Sonucu her ne olursa olsun aşkımın peşinden mi gitmeliydim yoksa hayatıma o yokmuş gibi kaldığım yerden devam mı etmeliydim ?
Kafamın içinde canımı acıtan o kadar çok soru vardı ki onları sağlıklı bir şekilde cevaplamam için kafamı toparlamam gerekiyordu,yanlış birşey yapmaktan korkuyordum.
Biraz sahilde yürümek iyi geliceğini düşünerek eşhortmanlarımı giyinip evden dışarı çıktım, Üsküdar sahilene doğru yürümeye başladım.
Dışarda ki insanlar öyle mutlu ve huzurlu gözüküyordu ki bir an onlar gibi olmak istedim , sadece mutlu ve huzurlu...Yürüyerek düşünmeye devam ediyordum ki Alimi affetmek aşkımın peşinden gitmek en iyi yoldu ikimiz içinde bu güzel haberi Aliye vermek için hızlı adımlarla eve giderken öyle bir manzarayla karşı karşıya geldim ki işte o anı anlatmaya ne dilim, ne elim, ne yüreğim, ne de mürekebim dayanabilirdi.

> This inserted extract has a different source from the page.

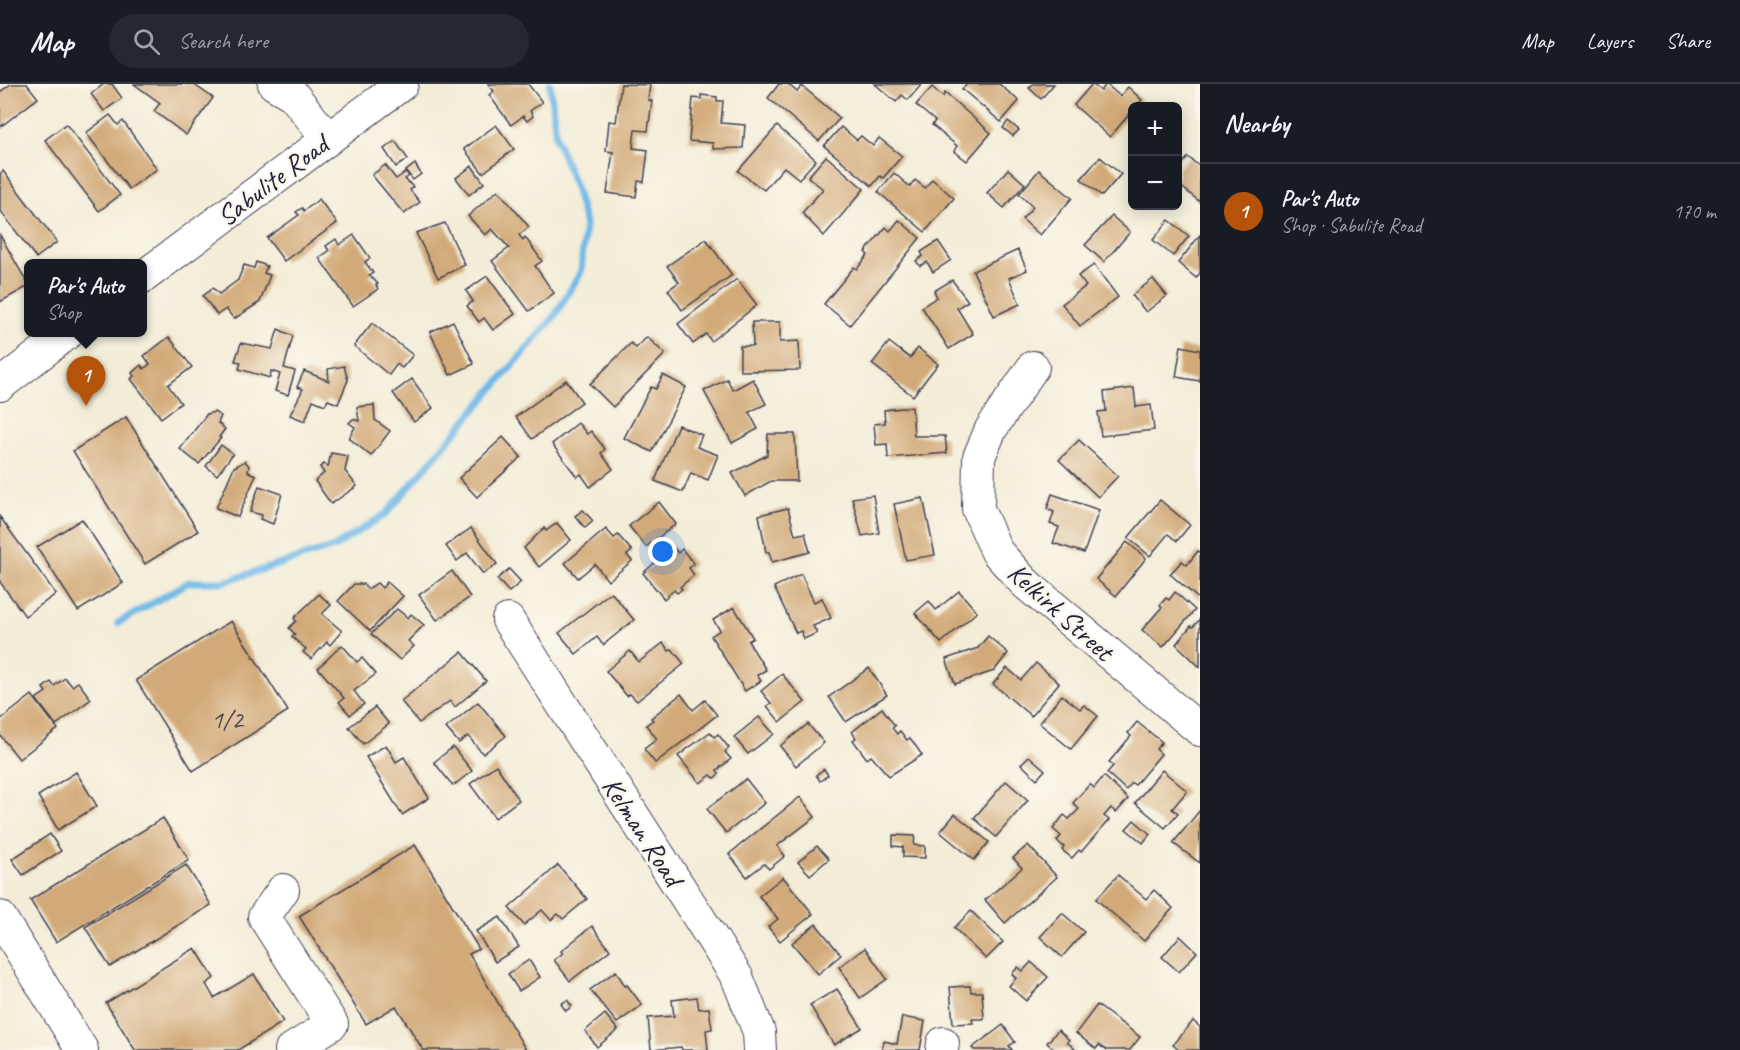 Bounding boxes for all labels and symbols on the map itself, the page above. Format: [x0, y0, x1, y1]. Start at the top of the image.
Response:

İnsan hayatında koskocaman bir yer kaplayan adamı bunca olanlardan sonra tam affetmeye karar verdikten sonra onu ailesiyle çocuğuyla mutlu olduğunu görmek içimde yaşattığım o aşkın anlamsızlığını tokat gibi yüzüme çarpmıştı.Bitmiştik biz Tükenmiştik..Şimdi o mutlu ve umutlu
Bense mutsuz ve umutsuz..
Bir insan Aşkta hep mi kaybeder ? Hep mi yanlış parçayla tamamlanmaya kalkışır?Sonbahar ki acının değişmez dipnotudur.
Sesin solgun göğünde
Küçük bir harfi tutuşturur.
Savrulur her yana kavruk kelimelerle,
Yüreğini acıyla buruşturur.
Bakışının pasıyla zıhırlanan dünya ,
Binlerce pıtrak yüzünün kumaşına,
Sonbahar ki doyumsuz bir aşkın sonudur..
Sonbahar gitti, Ali'm gitti..Bütün sonlar yeni başlangıçlar içindir.